“What are you? Humans don’t move fast like that, and you don’t smell like anything but trees and dirt.”
I pressed the blade harder until it cut through the first layer of flesh, peeling it as though I were fileting a fish. Fire raced up his arms and he flicked them at me. I held my ground, knowing Cactus would . . . the fire slammed into me and threw me backward, all the way to the window. The glass dug into my back and hands as I scrambled to keep from falling out.
“Cactus!”
He stood to the side, his arms folded. “I can’t help with him.”
Peta grabbed the Troll as he got to his feet, jerking him back to the floor. Fury like I’d never known ripped through me. “Good way to show you’re a better man than Ash, Prick.”
I tumbled off the ledge and into the room, grabbed the table and flipped it onto its side. Cactus let out a sigh, “I’m sorry, I just—”
“Now is not the time,” Peta said. The Troll lurched to his feet, bleeding but otherwise not bothered by the injuries we’d inflicted. He backed up and I shot forward. We needed to get moving, and obviously the Troll wasn’t going to have any answers.
I drove my spear into his neck and jerked it to the left, cutting his head most of the way off. Cactus gagged, and from Peta through our bond came a definite sense of satisfaction that lasted a split second.
The Troll was a Firestarter, which meant his death was not going to be as easy as taking his head.
His body combusted as it fell, bright orange flames the exact shade as his skin curling up in the doorway, completely blocking it. The flames were so hot, I had to back up as they reached for the ceiling.
Worm shit. I refused to ask Cactus for help. Which only left the window option. Peta nosed the book on the floor that had the least amount of troll shit on it. “I think this actually might help us.”
I scooped the book up and tucked it into the back of my pants under my belt.
“Peta, you ready?” I tapped my shoulder. She shifted and leapt into my arms. I put her onto my shoulder and went to the window.
“I can stop the flames, Lark,” Cactus said, his voice contrite.
“No, please don’t bother yourself. I’d rather climb than put you out again.” I kept my voice as neutral as I could make it.
“Don’t be like that.”
I spun and jabbed a finger into his chest. “Be like what? Expect you to be a team player? To know your strengths and mine? To think you would be there to help me when I did need your help? Pardon me for thinking you were adult enough to actually be a help and not a hindrance.”
I turned away from him and pulled myself into the window. Anger fueled me, which made it easy to manipulate the stone the tower was built of—at least that was what I was banking on. I knocked the last of the glass out of the window and then eased out so I hung by my hands.
I placed one hand on the stone wall a foot down from the window ledge. The rock eased around my fingers like soft clay before firming up.

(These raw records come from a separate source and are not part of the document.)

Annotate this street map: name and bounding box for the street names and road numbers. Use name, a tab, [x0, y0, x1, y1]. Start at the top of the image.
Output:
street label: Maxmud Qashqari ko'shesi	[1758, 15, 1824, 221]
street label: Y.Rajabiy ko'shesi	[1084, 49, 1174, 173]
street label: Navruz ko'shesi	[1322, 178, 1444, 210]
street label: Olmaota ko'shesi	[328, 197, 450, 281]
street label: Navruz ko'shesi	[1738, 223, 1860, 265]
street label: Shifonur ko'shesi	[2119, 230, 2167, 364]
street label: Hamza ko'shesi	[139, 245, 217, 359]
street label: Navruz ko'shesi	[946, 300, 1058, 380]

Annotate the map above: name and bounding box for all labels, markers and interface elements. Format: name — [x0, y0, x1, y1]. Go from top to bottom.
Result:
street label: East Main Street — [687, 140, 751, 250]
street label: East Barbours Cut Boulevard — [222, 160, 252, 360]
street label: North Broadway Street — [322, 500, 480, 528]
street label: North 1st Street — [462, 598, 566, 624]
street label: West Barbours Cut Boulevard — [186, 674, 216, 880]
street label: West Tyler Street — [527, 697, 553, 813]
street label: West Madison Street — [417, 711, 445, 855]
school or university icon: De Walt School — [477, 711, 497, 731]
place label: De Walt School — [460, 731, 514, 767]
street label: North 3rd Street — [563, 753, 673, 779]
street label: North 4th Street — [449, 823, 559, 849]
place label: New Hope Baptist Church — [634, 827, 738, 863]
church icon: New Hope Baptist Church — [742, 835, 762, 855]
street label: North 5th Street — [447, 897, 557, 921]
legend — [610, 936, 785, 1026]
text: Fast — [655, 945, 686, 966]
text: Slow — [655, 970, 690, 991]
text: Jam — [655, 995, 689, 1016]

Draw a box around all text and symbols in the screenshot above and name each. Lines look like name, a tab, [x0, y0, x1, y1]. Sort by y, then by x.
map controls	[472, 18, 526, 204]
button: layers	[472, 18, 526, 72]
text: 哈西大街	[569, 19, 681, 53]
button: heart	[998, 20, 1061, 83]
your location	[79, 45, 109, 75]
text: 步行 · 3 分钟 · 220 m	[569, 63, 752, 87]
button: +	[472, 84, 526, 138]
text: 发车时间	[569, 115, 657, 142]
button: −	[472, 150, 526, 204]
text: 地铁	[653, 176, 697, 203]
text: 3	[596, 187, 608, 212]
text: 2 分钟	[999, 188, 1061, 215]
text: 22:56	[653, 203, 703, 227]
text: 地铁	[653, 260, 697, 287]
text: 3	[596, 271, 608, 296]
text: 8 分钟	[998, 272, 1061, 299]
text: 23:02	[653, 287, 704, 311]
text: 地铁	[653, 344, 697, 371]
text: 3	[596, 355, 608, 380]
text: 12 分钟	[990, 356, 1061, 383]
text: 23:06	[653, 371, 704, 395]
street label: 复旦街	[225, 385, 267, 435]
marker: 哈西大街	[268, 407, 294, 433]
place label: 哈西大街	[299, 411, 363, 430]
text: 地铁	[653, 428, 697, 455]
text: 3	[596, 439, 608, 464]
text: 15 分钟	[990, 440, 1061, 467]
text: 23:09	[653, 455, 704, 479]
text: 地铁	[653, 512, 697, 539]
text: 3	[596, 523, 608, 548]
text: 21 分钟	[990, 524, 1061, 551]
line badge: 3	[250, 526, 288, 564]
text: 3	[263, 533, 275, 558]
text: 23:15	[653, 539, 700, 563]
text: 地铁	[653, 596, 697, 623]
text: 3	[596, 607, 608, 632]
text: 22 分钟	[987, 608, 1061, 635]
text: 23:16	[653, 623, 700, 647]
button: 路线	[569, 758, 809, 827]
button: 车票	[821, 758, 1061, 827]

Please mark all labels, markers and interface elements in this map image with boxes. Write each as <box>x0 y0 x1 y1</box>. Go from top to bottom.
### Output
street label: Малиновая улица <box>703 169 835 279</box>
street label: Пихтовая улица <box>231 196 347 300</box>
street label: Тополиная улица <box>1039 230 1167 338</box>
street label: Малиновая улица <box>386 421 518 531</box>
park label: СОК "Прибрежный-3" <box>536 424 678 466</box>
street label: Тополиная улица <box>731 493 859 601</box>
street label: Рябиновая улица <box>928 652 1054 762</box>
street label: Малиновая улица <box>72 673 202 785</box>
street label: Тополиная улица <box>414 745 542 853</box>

“Tell me again why I shouldn’t be able to do this?” I asked Peta as I made my way down the wall, handhold by handhold as I created them. The last thing I wanted was a lecture from her about being nicer to Cactus.
“From what I understand, what you are doing is manipulating the material down to its most basic matter. As a Terraling, you can move sand the way sand moves, you can encourage plants to grow, you can communicate with animals. But taking a hard stone and softening it to the point of reforming it is something not done since the beginning of Terralings. It is an ability thought to be lost.”
I dropped to the cobblestone at the same time Cactus stepped out of the main doors. He wouldn’t look at me, and I was glad. I strode toward the side wall of the courtyard and flicked my hands at it. The stone blew apart and I walked through, ignoring the humans staring at me as I strode out.
“He’s making it easier on you to choose Ash,” Peta said.
“That he is.” I stared straight ahead.
“I hate to be the voice of reason, because I do not think Cactus is the right one for you . . . but does it seem like him to pout? To put you in danger?” Her words were soft, and they gave me pause.
“Why would he do it, then? Why would he put me in danger?”
“I can only think of one reason.”
I glanced back to see him trailing behind us, his hands stuffed in his pockets and his head lowered. “What reason?”
“He knows he’s already lost you to Ash, and so he is going to make it easy on you.”
I came to a complete and total stop. My heart thumped wildly against my chest. No, no, no. I did not want to believe she was right, but . . . it was something Cactus would do. He’d taken pain for me before, when we were children and had gotten in trouble together. The strap had fallen on him, not me.
I closed my eyes and tried to slow the beating of my heart. Cactus stopped a few feet behind me. I slowly turned to him.